Why They Did It: A Relationship on the Brink
Sarah and Tom weren’t minimalists by nature. Their small apartment was a testament to years of accumulation—books they’d never read, clothes they rarely wore, and gadgets that promised convenience but delivered chaos. “We were drowning in stuff,” Sarah recalls in a blog post on their personal site. “But worse, we were drifting apart.” Arguments over chores, finances, and whose turn it was to declutter the living room were constant. The clutter wasn’t just physical; it was emotional.
In 2023, inspired by Joshua Becker’s work on minimalism, they stumbled across the idea of the 100 Thing Challenge, a concept popularized by Dave Bruno, who challenged people to pare their possessions down to 100 items or fewer. For Sarah and Tom, it wasn’t just about decluttering—it was a last-ditch effort to save their relationship. “We thought, if we can’t fix the mess in our home, maybe we can’t fix us,” Tom says.

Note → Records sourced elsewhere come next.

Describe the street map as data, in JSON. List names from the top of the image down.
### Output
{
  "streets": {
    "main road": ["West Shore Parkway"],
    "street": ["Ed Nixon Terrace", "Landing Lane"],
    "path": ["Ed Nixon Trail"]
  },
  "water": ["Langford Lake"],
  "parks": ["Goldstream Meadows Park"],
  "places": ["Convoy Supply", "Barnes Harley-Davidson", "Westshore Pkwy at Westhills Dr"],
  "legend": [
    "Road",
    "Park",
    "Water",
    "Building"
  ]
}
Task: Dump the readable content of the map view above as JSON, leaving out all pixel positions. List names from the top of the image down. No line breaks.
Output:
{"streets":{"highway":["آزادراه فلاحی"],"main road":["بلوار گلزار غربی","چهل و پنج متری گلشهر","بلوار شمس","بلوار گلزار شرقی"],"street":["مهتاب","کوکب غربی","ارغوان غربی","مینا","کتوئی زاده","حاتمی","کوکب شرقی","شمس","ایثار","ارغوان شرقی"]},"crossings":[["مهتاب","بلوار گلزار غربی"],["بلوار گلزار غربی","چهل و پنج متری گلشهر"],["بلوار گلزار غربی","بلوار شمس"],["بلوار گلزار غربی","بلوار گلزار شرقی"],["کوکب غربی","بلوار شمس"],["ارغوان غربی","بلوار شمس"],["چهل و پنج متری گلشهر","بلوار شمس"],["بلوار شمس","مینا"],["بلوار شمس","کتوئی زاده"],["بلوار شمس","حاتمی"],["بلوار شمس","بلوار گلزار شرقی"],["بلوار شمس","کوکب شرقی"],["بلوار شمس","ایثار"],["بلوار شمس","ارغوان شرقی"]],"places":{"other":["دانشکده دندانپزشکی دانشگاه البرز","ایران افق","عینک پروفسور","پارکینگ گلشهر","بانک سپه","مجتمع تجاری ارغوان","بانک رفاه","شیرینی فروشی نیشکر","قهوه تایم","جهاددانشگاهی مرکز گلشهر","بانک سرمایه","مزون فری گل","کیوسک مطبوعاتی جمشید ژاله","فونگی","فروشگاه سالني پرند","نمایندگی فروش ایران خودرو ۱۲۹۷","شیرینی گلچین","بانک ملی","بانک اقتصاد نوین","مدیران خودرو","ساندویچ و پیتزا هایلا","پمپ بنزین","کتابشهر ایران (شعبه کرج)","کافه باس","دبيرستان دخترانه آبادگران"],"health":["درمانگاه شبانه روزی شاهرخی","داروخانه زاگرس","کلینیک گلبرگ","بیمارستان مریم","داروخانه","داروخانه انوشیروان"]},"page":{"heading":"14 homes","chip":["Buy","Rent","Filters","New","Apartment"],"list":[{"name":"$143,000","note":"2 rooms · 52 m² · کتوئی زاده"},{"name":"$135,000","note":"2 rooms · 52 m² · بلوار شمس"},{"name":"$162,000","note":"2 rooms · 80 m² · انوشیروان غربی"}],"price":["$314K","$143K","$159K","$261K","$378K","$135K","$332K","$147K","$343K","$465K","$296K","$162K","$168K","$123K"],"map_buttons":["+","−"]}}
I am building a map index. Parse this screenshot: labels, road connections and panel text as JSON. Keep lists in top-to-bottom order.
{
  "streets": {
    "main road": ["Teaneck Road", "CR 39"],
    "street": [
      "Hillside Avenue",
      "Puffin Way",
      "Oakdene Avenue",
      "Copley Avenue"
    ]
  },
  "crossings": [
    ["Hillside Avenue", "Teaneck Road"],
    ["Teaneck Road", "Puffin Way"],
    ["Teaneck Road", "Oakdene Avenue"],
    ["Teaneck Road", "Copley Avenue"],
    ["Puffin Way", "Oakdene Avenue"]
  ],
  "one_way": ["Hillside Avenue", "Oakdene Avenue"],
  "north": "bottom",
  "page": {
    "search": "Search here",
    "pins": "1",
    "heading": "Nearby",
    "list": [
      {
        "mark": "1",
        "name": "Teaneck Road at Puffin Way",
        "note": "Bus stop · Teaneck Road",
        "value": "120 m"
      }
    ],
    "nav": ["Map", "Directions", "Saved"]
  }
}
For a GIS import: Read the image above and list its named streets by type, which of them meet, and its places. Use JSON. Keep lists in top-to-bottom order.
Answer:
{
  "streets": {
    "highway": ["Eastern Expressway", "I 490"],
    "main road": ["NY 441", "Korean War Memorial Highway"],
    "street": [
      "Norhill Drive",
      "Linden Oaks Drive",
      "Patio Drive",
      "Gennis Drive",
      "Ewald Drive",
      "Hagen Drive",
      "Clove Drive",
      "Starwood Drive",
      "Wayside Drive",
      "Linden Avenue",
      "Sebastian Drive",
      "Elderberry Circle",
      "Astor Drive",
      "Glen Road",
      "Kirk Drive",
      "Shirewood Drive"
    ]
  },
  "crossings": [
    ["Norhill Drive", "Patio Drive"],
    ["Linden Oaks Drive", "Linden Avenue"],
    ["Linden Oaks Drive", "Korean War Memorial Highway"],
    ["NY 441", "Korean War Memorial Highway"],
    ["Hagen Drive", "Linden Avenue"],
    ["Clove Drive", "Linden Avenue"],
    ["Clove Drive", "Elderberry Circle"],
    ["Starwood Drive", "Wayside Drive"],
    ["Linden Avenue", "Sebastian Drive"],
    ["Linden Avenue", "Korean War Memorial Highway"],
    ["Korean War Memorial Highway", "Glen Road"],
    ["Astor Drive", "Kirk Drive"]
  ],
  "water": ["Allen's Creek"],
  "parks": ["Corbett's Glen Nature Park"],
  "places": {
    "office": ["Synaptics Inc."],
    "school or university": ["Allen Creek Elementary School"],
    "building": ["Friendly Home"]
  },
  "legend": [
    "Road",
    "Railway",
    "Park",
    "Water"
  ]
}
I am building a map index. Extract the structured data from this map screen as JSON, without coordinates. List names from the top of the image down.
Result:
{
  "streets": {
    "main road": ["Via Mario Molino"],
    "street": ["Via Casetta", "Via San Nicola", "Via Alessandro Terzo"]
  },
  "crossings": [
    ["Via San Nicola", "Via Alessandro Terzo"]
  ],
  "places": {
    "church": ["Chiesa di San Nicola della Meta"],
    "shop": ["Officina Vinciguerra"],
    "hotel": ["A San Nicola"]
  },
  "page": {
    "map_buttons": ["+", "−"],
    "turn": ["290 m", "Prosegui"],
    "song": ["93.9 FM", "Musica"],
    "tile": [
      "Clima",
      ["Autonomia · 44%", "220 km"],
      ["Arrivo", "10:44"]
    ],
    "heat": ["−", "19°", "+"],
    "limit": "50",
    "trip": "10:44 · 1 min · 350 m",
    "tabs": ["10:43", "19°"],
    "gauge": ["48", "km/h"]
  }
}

The rules were simple but brutal: each person could keep 100 personal items, excluding shared household essentials like furniture or cookware. Clothes, books, electronics, sentimental trinkets—everything counted. They gave themselves one month to declutter and one year to live with the results. What they didn’t expect was how this experiment would force them to confront their values, habits, and each other.
The Decluttering Process: A Mirror to Their Relationship
Facing the Emotional Weight of Stuff
The first step was the hardest: deciding what to keep. Sarah, a self-proclaimed sentimentalist, clung to old letters and childhood mementos. Tom, a tech enthusiast, couldn’t imagine parting with his collection of vintage cameras. “We fought more in that first month than we had in years,” Sarah admits. Each item wasn’t just an object—it was a story, a memory, or a piece of identity. Letting go felt like losing a part of themselves.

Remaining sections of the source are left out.